→ **TASK DESCRIPTION**:
Nothing in the records may be altered, so transcribe them exactly.

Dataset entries
--

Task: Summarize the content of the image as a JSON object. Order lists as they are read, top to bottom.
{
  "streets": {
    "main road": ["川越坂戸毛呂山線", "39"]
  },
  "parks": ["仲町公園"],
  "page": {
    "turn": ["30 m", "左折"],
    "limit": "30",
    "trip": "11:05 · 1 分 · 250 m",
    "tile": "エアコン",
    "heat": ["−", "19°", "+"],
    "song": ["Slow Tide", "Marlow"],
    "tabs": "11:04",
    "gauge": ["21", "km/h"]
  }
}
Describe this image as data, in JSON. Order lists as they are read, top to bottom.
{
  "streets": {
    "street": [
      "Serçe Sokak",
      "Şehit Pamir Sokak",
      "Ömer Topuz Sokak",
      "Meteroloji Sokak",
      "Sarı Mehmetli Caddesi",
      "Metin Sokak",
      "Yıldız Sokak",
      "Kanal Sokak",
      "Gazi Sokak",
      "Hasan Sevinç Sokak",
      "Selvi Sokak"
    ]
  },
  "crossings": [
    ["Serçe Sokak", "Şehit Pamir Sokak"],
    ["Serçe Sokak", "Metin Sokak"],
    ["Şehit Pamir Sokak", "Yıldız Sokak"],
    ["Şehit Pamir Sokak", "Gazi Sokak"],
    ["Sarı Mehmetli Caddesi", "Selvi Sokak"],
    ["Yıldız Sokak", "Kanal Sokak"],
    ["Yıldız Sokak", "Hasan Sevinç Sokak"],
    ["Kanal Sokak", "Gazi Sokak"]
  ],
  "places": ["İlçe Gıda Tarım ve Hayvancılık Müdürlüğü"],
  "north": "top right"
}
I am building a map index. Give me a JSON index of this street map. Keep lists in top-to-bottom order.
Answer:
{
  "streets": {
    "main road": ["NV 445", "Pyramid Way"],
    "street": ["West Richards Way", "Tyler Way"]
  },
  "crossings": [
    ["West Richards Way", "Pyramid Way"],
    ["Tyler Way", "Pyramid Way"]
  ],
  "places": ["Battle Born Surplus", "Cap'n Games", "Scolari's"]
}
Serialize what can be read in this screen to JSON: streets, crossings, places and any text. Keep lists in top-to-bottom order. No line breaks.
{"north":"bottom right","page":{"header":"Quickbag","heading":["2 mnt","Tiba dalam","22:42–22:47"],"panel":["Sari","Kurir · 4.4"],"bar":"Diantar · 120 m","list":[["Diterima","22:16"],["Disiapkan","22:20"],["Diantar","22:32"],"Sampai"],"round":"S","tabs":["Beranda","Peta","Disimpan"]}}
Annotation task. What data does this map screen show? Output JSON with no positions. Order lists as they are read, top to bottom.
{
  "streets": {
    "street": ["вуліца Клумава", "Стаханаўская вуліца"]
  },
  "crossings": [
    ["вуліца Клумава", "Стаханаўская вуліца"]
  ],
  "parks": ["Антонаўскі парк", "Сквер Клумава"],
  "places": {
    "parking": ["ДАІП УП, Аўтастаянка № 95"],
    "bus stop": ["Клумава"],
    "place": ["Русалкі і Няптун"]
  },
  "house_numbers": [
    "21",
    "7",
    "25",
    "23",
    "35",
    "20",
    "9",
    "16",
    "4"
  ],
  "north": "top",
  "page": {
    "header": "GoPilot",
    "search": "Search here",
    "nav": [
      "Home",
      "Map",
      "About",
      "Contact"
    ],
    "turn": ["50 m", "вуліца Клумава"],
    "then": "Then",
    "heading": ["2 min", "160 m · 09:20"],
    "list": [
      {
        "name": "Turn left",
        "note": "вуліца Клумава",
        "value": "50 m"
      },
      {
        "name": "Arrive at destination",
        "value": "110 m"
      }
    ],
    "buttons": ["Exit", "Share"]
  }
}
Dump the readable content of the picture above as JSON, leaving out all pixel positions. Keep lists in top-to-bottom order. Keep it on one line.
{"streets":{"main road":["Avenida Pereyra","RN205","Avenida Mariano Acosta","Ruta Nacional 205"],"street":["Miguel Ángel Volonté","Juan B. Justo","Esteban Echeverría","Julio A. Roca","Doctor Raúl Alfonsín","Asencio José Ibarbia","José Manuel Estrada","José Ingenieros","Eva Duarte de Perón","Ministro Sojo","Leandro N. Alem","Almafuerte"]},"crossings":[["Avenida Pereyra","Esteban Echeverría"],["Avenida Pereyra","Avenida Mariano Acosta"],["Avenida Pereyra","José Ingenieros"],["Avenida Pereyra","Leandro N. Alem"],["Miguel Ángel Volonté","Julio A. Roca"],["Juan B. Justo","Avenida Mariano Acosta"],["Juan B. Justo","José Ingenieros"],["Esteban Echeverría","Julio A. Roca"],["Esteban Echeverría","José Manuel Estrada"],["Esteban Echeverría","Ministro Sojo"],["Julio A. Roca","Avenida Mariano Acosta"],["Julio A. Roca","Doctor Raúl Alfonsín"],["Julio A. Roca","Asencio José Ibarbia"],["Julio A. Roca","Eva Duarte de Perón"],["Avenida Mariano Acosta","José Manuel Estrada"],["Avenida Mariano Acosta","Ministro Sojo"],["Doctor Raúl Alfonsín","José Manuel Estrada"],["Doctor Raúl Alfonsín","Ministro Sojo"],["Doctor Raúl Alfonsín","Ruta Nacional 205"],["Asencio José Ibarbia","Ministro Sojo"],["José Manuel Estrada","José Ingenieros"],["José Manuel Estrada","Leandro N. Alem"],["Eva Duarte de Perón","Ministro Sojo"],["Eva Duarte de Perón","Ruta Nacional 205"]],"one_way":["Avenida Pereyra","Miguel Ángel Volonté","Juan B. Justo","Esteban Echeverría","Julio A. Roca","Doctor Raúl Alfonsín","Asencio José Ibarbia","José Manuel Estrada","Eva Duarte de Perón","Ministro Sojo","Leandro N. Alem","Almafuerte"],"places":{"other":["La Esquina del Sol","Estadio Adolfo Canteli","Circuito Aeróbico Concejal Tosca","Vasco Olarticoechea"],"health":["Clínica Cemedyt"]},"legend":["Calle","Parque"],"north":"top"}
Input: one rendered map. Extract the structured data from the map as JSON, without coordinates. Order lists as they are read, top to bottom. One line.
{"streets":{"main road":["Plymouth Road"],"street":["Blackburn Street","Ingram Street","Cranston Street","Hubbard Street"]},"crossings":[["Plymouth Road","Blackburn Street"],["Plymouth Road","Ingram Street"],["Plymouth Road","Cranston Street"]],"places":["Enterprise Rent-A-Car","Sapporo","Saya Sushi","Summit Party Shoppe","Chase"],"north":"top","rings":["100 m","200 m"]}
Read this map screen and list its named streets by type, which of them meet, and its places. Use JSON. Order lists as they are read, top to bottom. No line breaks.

--

→ **WRITTEN RESPONSE**:
Task: Summarize the content of the image as a JSON object. Order lists as they are read, top to bottom.
{
  "streets": {
    "main road": ["川越坂戸毛呂山線", "39"]
  },
  "parks": ["仲町公園"],
  "page": {
    "turn": ["30 m", "左折"],
    "limit": "30",
    "trip": "11:05 · 1 分 · 250 m",
    "tile": "エアコン",
    "heat": ["−", "19°", "+"],
    "song": ["Slow Tide", "Marlow"],
    "tabs": "11:04",
    "gauge": ["21", "km/h"]
  }
}
Describe this image as data, in JSON. Order lists as they are read, top to bottom.
{
  "streets": {
    "street": [
      "Serçe Sokak",
      "Şehit Pamir Sokak",
      "Ömer Topuz Sokak",
      "Meteroloji Sokak",
      "Sarı Mehmetli Caddesi",
      "Metin Sokak",
      "Yıldız Sokak",
      "Kanal Sokak",
      "Gazi Sokak",
      "Hasan Sevinç Sokak",
      "Selvi Sokak"
    ]
  },
  "crossings": [
    ["Serçe Sokak", "Şehit Pamir Sokak"],
    ["Serçe Sokak", "Metin Sokak"],
    ["Şehit Pamir Sokak", "Yıldız Sokak"],
    ["Şehit Pamir Sokak", "Gazi Sokak"],
    ["Sarı Mehmetli Caddesi", "Selvi Sokak"],
    ["Yıldız Sokak", "Kanal Sokak"],
    ["Yıldız Sokak", "Hasan Sevinç Sokak"],
    ["Kanal Sokak", "Gazi Sokak"]
  ],
  "places": ["İlçe Gıda Tarım ve Hayvancılık Müdürlüğü"],
  "north": "top right"
}
I am building a map index. Give me a JSON index of this street map. Keep lists in top-to-bottom order.
Answer:
{
  "streets": {
    "main road": ["NV 445", "Pyramid Way"],
    "street": ["West Richards Way", "Tyler Way"]
  },
  "crossings": [
    ["West Richards Way", "Pyramid Way"],
    ["Tyler Way", "Pyramid Way"]
  ],
  "places": ["Battle Born Surplus", "Cap'n Games", "Scolari's"]
}
Serialize what can be read in this screen to JSON: streets, crossings, places and any text. Keep lists in top-to-bottom order. No line breaks.
{"north":"bottom right","page":{"header":"Quickbag","heading":["2 mnt","Tiba dalam","22:42–22:47"],"panel":["Sari","Kurir · 4.4"],"bar":"Diantar · 120 m","list":[["Diterima","22:16"],["Disiapkan","22:20"],["Diantar","22:32"],"Sampai"],"round":"S","tabs":["Beranda","Peta","Disimpan"]}}
Annotation task. What data does this map screen show? Output JSON with no positions. Order lists as they are read, top to bottom.
{
  "streets": {
    "street": ["вуліца Клумава", "Стаханаўская вуліца"]
  },
  "crossings": [
    ["вуліца Клумава", "Стаханаўская вуліца"]
  ],
  "parks": ["Антонаўскі парк", "Сквер Клумава"],
  "places": {
    "parking": ["ДАІП УП, Аўтастаянка № 95"],
    "bus stop": ["Клумава"],
    "place": ["Русалкі і Няптун"]
  },
  "house_numbers": [
    "21",
    "7",
    "25",
    "23",
    "35",
    "20",
    "9",
    "16",
    "4"
  ],
  "north": "top",
  "page": {
    "header": "GoPilot",
    "search": "Search here",
    "nav": [
      "Home",
      "Map",
      "About",
      "Contact"
    ],
    "turn": ["50 m", "вуліца Клумава"],
    "then": "Then",
    "heading": ["2 min", "160 m · 09:20"],
    "list": [
      {
        "name": "Turn left",
        "note": "вуліца Клумава",
        "value": "50 m"
      },
      {
        "name": "Arrive at destination",
        "value": "110 m"
      }
    ],
    "buttons": ["Exit", "Share"]
  }
}
Dump the readable content of the picture above as JSON, leaving out all pixel positions. Keep lists in top-to-bottom order. Keep it on one line.
{"streets":{"main road":["Avenida Pereyra","RN205","Avenida Mariano Acosta","Ruta Nacional 205"],"street":["Miguel Ángel Volonté","Juan B. Justo","Esteban Echeverría","Julio A. Roca","Doctor Raúl Alfonsín","Asencio José Ibarbia","José Manuel Estrada","José Ingenieros","Eva Duarte de Perón","Ministro Sojo","Leandro N. Alem","Almafuerte"]},"crossings":[["Avenida Pereyra","Esteban Echeverría"],["Avenida Pereyra","Avenida Mariano Acosta"],["Avenida Pereyra","José Ingenieros"],["Avenida Pereyra","Leandro N. Alem"],["Miguel Ángel Volonté","Julio A. Roca"],["Juan B. Justo","Avenida Mariano Acosta"],["Juan B. Justo","José Ingenieros"],["Esteban Echeverría","Julio A. Roca"],["Esteban Echeverría","José Manuel Estrada"],["Esteban Echeverría","Ministro Sojo"],["Julio A. Roca","Avenida Mariano Acosta"],["Julio A. Roca","Doctor Raúl Alfonsín"],["Julio A. Roca","Asencio José Ibarbia"],["Julio A. Roca","Eva Duarte de Perón"],["Avenida Mariano Acosta","José Manuel Estrada"],["Avenida Mariano Acosta","Ministro Sojo"],["Doctor Raúl Alfonsín","José Manuel Estrada"],["Doctor Raúl Alfonsín","Ministro Sojo"],["Doctor Raúl Alfonsín","Ruta Nacional 205"],["Asencio José Ibarbia","Ministro Sojo"],["José Manuel Estrada","José Ingenieros"],["José Manuel Estrada","Leandro N. Alem"],["Eva Duarte de Perón","Ministro Sojo"],["Eva Duarte de Perón","Ruta Nacional 205"]],"one_way":["Avenida Pereyra","Miguel Ángel Volonté","Juan B. Justo","Esteban Echeverría","Julio A. Roca","Doctor Raúl Alfonsín","Asencio José Ibarbia","José Manuel Estrada","Eva Duarte de Perón","Ministro Sojo","Leandro N. Alem","Almafuerte"],"places":{"other":["La Esquina del Sol","Estadio Adolfo Canteli","Circuito Aeróbico Concejal Tosca","Vasco Olarticoechea"],"health":["Clínica Cemedyt"]},"legend":["Calle","Parque"],"north":"top"}
Input: one rendered map. Extract the structured data from the map as JSON, without coordinates. Order lists as they are read, top to bottom. One line.
{"streets":{"main road":["Plymouth Road"],"street":["Blackburn Street","Ingram Street","Cranston Street","Hubbard Street"]},"crossings":[["Plymouth Road","Blackburn Street"],["Plymouth Road","Ingram Street"],["Plymouth Road","Cranston Street"]],"places":["Enterprise Rent-A-Car","Sapporo","Saya Sushi","Summit Party Shoppe","Chase"],"north":"top","rings":["100 m","200 m"]}
Read this map screen and list its named streets by type, which of them meet, and its places. Use JSON. Order lists as they are read, top to bottom. No line breaks.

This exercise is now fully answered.